La relazione della Sottocommissione della Costituente per i
problemi economici, presieduta dal comunista Antonio Pesenti affermava addirittura
che «per quanto riguarda [....] la conseguente necessità più o meno estesa di
ricorrere all’emigrazione per raggiungere un miglior equilibrio fra fattori
demografici e capacità produttive all’interno del paese, si è potuto sin qui
constatare una unanimità assoluta di giudizi: essere il nostro paese nell’impossibilità
di dar lavoro a tutti [....] quindi, come per il passato, l’emigrazione viene
unanimemente riconosciuta quale dura ma indispensabile necessità per l’economia
italiana».
Per rendere possibile un’emigrazione funzionale alla
ripresa, ma basata sui nuovi orientamenti repubblicani, occorreva non solo
ripristinare la libertà di emigrazione che era stata abolita dal
fascismo, ma anche predisporre un sistema di tutela della dignità del lavoro
italiano all’estero. Su entrambi i punti l’intesa tra governo, allora guidato
dal democristiano Alcide De Gasperi, e Costituente era totale. La nuova
politica migratoria, in assoluta discontinuità con quella restrittiva e
autarchica del regime precedente, doveva basarsi sui principi indicati
all’articolo 35 della Costituzione, ossia la «libertà di emigrazione» e
l’obbligo dello Stato di tutelare «il lavoro italiano all'estero».

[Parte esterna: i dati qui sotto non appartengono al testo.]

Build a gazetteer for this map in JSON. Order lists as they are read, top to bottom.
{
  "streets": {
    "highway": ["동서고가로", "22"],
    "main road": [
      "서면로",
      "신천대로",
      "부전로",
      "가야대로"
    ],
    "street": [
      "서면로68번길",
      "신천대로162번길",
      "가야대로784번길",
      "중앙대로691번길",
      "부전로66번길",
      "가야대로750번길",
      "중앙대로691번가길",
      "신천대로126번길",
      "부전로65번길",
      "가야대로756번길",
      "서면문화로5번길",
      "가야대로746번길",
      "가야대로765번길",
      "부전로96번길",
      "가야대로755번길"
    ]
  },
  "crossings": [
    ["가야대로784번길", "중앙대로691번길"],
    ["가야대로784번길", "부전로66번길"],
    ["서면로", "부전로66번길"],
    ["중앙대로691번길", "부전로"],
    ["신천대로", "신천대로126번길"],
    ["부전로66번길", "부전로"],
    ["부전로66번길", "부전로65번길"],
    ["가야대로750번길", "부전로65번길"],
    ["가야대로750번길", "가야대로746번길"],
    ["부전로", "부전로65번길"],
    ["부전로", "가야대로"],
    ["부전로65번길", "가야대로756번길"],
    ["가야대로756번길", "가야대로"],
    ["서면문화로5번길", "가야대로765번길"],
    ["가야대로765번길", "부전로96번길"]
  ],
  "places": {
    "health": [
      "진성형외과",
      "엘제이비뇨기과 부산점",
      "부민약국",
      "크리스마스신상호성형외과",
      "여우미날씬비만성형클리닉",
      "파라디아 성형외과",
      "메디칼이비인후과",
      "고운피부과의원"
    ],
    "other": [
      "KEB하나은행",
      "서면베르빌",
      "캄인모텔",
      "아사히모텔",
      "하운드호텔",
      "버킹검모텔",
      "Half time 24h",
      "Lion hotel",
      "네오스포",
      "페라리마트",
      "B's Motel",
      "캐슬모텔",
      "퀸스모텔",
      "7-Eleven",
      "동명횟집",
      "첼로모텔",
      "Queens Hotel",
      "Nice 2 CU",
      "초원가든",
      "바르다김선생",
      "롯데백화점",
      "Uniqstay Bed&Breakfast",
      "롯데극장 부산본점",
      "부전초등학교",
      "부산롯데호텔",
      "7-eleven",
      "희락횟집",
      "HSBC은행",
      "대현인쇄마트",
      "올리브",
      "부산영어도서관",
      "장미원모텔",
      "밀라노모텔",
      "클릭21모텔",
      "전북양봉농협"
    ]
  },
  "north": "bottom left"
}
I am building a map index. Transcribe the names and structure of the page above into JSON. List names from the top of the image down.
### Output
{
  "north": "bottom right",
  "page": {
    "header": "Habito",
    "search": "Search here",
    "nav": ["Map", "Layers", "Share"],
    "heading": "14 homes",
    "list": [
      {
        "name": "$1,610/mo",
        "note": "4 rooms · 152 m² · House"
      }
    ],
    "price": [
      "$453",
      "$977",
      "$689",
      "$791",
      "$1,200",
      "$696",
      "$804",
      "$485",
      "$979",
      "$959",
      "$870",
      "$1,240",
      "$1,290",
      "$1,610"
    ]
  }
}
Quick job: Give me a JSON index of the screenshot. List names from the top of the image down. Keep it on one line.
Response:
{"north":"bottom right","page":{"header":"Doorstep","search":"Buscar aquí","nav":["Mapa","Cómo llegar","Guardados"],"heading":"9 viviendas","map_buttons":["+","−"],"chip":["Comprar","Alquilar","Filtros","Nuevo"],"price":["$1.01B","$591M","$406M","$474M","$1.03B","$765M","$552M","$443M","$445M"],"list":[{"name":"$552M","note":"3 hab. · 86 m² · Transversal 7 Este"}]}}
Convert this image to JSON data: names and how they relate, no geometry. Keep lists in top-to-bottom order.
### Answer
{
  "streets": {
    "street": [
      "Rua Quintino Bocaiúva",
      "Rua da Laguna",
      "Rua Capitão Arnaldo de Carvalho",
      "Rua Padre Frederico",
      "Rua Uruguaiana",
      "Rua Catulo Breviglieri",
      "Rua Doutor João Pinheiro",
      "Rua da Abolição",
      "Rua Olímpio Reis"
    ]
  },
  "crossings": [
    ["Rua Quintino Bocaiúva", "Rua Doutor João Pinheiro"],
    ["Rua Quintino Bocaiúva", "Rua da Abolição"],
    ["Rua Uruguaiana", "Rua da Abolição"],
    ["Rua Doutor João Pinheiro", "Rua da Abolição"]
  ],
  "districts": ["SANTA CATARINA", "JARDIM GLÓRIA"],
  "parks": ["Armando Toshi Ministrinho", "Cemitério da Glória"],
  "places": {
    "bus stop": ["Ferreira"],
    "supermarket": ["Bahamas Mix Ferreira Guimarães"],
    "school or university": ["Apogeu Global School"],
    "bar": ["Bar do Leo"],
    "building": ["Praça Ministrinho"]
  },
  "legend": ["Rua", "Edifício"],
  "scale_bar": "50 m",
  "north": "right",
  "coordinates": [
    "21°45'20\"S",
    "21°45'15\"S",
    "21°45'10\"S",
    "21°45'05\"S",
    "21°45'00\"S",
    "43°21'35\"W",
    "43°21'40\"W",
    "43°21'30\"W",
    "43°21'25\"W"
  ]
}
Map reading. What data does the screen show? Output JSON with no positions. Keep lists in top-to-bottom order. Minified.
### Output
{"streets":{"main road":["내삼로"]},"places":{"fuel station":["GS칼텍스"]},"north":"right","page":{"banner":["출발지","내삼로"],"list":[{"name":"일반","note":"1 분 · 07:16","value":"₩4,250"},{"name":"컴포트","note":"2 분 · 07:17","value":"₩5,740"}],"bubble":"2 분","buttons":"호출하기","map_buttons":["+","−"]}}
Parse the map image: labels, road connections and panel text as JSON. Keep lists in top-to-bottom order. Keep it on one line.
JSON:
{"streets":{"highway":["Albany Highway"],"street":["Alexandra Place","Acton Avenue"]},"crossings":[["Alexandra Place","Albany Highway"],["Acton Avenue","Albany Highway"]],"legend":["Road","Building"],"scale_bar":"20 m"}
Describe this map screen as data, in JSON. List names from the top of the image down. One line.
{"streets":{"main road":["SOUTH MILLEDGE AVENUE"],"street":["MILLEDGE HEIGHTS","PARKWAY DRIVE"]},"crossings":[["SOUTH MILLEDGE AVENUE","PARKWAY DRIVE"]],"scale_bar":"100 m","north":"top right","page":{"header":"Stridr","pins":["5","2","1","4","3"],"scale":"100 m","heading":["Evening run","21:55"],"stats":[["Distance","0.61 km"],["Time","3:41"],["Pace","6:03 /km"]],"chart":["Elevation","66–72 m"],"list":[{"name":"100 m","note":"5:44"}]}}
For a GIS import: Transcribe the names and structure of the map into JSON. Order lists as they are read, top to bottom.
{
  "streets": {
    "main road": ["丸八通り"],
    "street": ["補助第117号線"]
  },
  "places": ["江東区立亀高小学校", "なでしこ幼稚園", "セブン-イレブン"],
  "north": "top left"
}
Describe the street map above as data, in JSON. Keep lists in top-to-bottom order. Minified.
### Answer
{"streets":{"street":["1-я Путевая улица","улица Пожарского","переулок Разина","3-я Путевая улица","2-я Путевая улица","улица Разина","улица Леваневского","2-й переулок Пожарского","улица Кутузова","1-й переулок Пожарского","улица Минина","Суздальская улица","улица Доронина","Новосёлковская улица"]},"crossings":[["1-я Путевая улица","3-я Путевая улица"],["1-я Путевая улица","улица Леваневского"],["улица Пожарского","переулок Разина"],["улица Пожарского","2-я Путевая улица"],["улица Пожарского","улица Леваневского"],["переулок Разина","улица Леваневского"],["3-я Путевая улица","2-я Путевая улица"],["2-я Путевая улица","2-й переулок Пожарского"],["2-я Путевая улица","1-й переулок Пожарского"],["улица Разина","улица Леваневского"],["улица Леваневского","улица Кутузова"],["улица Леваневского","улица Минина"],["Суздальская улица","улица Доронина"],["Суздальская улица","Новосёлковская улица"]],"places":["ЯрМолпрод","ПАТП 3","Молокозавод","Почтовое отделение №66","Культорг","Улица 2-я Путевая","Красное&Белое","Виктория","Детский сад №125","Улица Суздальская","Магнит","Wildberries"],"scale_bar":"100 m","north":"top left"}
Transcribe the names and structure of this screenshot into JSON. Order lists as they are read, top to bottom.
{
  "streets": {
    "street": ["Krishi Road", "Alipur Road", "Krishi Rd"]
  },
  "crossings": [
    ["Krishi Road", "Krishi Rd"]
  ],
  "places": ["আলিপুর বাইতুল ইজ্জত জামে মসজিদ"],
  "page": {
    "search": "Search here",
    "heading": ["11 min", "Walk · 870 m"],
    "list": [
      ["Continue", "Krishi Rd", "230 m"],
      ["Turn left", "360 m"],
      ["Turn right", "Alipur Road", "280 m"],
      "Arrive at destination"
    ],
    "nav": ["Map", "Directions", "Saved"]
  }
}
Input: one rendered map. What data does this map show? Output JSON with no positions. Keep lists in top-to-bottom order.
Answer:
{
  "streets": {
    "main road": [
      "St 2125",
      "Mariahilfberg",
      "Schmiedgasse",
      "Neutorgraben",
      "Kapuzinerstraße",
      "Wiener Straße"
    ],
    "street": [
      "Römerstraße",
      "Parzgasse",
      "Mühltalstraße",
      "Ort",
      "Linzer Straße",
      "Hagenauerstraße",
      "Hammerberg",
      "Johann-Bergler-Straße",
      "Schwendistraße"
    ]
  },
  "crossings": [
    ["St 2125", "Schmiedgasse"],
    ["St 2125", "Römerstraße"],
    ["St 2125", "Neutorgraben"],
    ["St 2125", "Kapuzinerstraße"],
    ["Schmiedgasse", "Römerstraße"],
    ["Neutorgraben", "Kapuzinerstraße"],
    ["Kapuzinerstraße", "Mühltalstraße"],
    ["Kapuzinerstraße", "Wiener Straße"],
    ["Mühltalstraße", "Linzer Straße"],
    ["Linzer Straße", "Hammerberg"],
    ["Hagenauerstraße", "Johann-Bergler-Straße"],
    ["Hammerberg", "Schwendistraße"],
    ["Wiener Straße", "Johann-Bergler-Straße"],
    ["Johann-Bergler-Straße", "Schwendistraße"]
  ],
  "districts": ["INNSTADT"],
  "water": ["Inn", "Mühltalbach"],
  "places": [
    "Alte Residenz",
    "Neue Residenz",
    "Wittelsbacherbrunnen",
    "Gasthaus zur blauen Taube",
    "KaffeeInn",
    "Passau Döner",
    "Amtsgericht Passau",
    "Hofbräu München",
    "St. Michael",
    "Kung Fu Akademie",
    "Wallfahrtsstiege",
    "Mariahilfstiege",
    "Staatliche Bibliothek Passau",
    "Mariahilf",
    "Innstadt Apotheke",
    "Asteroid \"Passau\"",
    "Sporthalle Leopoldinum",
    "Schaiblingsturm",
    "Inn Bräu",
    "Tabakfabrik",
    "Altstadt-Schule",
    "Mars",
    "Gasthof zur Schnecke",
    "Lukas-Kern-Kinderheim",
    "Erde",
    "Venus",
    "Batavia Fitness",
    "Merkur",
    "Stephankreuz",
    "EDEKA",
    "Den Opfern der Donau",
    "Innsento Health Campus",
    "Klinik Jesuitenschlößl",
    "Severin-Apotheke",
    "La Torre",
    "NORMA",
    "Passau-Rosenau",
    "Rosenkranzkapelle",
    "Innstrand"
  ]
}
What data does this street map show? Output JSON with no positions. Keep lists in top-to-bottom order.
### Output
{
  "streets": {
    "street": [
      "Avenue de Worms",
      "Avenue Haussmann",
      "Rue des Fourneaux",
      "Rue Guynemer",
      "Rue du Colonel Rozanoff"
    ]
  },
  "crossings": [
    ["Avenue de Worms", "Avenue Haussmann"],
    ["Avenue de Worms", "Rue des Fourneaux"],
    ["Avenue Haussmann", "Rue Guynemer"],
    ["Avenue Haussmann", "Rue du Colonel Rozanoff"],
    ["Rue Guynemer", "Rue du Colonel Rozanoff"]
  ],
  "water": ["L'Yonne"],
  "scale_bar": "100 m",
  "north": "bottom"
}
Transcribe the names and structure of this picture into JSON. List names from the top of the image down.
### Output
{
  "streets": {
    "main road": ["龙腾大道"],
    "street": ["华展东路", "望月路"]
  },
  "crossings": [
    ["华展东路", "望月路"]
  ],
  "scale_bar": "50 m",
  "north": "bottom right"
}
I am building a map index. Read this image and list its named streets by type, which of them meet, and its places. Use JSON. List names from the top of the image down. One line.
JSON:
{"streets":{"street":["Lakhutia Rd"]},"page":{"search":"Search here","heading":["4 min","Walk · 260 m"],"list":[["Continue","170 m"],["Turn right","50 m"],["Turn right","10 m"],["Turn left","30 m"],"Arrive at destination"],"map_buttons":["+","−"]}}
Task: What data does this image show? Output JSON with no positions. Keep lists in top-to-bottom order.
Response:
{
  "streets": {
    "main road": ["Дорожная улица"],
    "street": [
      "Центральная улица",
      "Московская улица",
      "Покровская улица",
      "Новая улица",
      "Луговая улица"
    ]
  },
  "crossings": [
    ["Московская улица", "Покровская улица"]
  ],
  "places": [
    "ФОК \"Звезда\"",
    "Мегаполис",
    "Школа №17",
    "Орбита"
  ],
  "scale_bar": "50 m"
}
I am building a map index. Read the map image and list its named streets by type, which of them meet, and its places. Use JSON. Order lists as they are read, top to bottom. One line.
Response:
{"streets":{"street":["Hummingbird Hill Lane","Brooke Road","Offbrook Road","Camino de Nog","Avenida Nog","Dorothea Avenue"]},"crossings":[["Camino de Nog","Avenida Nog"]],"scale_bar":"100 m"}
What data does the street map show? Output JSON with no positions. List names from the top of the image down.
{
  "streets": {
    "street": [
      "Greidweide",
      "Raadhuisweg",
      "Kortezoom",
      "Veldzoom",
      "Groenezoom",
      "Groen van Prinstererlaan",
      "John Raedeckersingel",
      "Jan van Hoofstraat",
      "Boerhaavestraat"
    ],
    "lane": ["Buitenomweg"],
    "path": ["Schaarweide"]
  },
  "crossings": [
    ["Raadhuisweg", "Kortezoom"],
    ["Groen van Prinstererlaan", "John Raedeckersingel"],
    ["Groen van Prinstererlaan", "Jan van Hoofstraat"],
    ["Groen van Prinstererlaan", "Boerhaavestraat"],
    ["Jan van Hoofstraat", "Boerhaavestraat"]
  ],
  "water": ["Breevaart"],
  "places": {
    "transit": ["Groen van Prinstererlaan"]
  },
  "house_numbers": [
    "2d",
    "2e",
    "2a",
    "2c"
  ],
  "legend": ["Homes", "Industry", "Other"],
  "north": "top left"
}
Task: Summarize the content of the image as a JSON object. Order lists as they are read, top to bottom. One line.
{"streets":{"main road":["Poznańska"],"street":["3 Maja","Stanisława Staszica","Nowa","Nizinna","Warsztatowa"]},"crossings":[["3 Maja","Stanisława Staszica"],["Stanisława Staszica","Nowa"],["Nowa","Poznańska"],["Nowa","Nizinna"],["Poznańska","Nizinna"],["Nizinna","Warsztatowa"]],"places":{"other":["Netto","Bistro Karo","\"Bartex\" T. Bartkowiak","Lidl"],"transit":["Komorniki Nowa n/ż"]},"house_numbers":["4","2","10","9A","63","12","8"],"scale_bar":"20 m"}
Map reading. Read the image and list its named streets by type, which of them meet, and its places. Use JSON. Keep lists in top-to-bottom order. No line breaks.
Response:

Pertanto, occorreva adeguare urgentemente alle nuove
esigenze il sistema degli uffici del lavoro e di collocamento e creare
contemporaneamente efficienti organismi di tutela dei lavoratori all’estero. Il
compito più difficile sarebbe stato comunque concludere accordi di emigrazione
con i Paesi che manifestavano interesse alla manodopera italiana. Per gestire
efficacemente queste attività, il 26 dicembre
1946 venne creata al Ministero degli Affari Esteri la «Direzione generale
dell'emigrazione e degli affari sociali», incaricata fra l’altro di negoziare
gli accordi di emigrazione, vigilare sui servizi di tutela e di collocamento
degli emigranti e gestire i vari servizi attinenti alle condizioni degli
emigrati nei vari Paesi.
Accordi di emigrazione non facili ma utili
La guerra aveva creato enormi disparità tra i vari Stati,
non solo tra vincitori e vinti, ma anche tra Paesi in grado di aiutarne altri e
Paesi bisognosi di aiuto. L’Italia era fra questi, perché per sviluppare la
produzione industriale e il commercio aveva bisogno di acquistare a credito
molte materie prime, soprattutto energetiche, e quindi di negoziare con diversi
Stati accordi finanziari e commerciali. Occorre ricordarlo perché è in questo
contesto che furono negoziati e firmati i principali accordi di emigrazione del
dopoguerra.
I primi accordi furono conclusi nel 1946 con la Francia e
col Belgio. Con la Francia, gli accordi, formalizzati l’anno seguente,
prevedevano l’invio di minatori italiani e la corrispondente fornitura francese
di carbone all'Italia. L’accordo col Belgio (Protocollo italo-belga del
23.6.1946, aggiornato il 26 aprile 1947), impegnava l’Italia a favorire
l’emigrazione in Belgio di 50.000 minatori al ritmo di 2000 la settimana e il
governo belga a vendere mensilmente all’Italia almeno 2.500 tonnellate di
carbone ogni 1.000 minatori immigrati.
I negoziati dell’Italia per favorire l’immigrazione nel
maggior numero possibile di Paesi bisognosi di lavoratori stranieri non furono
sempre facili, proseguirono
incessantemente per tutto il decennio. Quasi tutti si conclusero con accordi
formali: nel 1947 con l’Argentina, la Cecoslovacchia, la Svezia, la Francia;
nel 1948 con la Gran Bretagna, la Svizzera, il Lussemburgo, l’Olanda,
l’Ungheria, il Brasile, l’Uruguay, l’Australia, il Canada, ecc.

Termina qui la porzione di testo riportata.